### [Data]
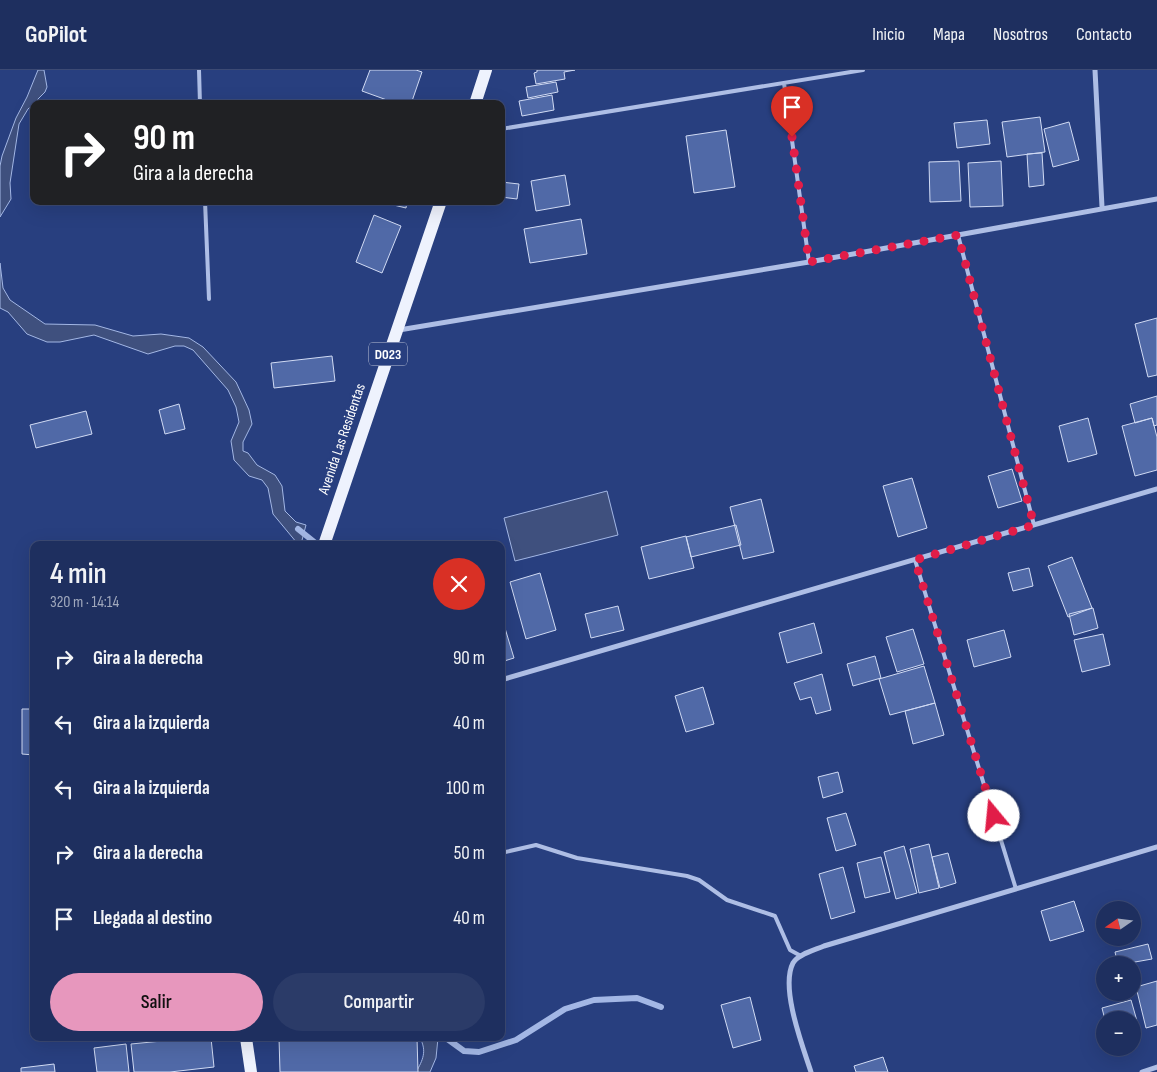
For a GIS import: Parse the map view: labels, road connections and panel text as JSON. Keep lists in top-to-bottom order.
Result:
{
  "streets": {
    "main road": ["D023", "Avenida Las Residentas"]
  },
  "north": "left",
  "page": {
    "header": "GoPilot",
    "nav": [
      "Inicio",
      "Mapa",
      "Nosotros",
      "Contacto"
    ],
    "turn": ["90 m", "Gira a la derecha"],
    "heading": ["4 min", "320 m · 14:14"],
    "list": [
      {
        "name": "Gira a la derecha",
        "value": "90 m"
      },
      {
        "name": "Gira a la izquierda",
        "value": "40 m"
      },
      {
        "name": "Gira a la izquierda",
        "value": "100 m"
      },
      {
        "name": "Gira a la derecha",
        "value": "50 m"
      },
      {
        "name": "Llegada al destino",
        "value": "40 m"
      }
    ],
    "map_buttons": ["+", "−"],
    "buttons": ["Salir", "Compartir"]
  }
}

### [Exercise requirements]
Copy each entry exactly as written. Images should not appear in the copy.

### [Your solution]
For a GIS import: Parse the map view: labels, road connections and panel text as JSON. Keep lists in top-to-bottom order.
Result:
{
  "streets": {
    "main road": ["D023", "Avenida Las Residentas"]
  },
  "north": "left",
  "page": {
    "header": "GoPilot",
    "nav": [
      "Inicio",
      "Mapa",
      "Nosotros",
      "Contacto"
    ],
    "turn": ["90 m", "Gira a la derecha"],
    "heading": ["4 min", "320 m · 14:14"],
    "list": [
      {
        "name": "Gira a la derecha",
        "value": "90 m"
      },
      {
        "name": "Gira a la izquierda",
        "value": "40 m"
      },
      {
        "name": "Gira a la izquierda",
        "value": "100 m"
      },
      {
        "name": "Gira a la derecha",
        "value": "50 m"
      },
      {
        "name": "Llegada al destino",
        "value": "40 m"
      }
    ],
    "map_buttons": ["+", "−"],
    "buttons": ["Salir", "Compartir"]
  }
}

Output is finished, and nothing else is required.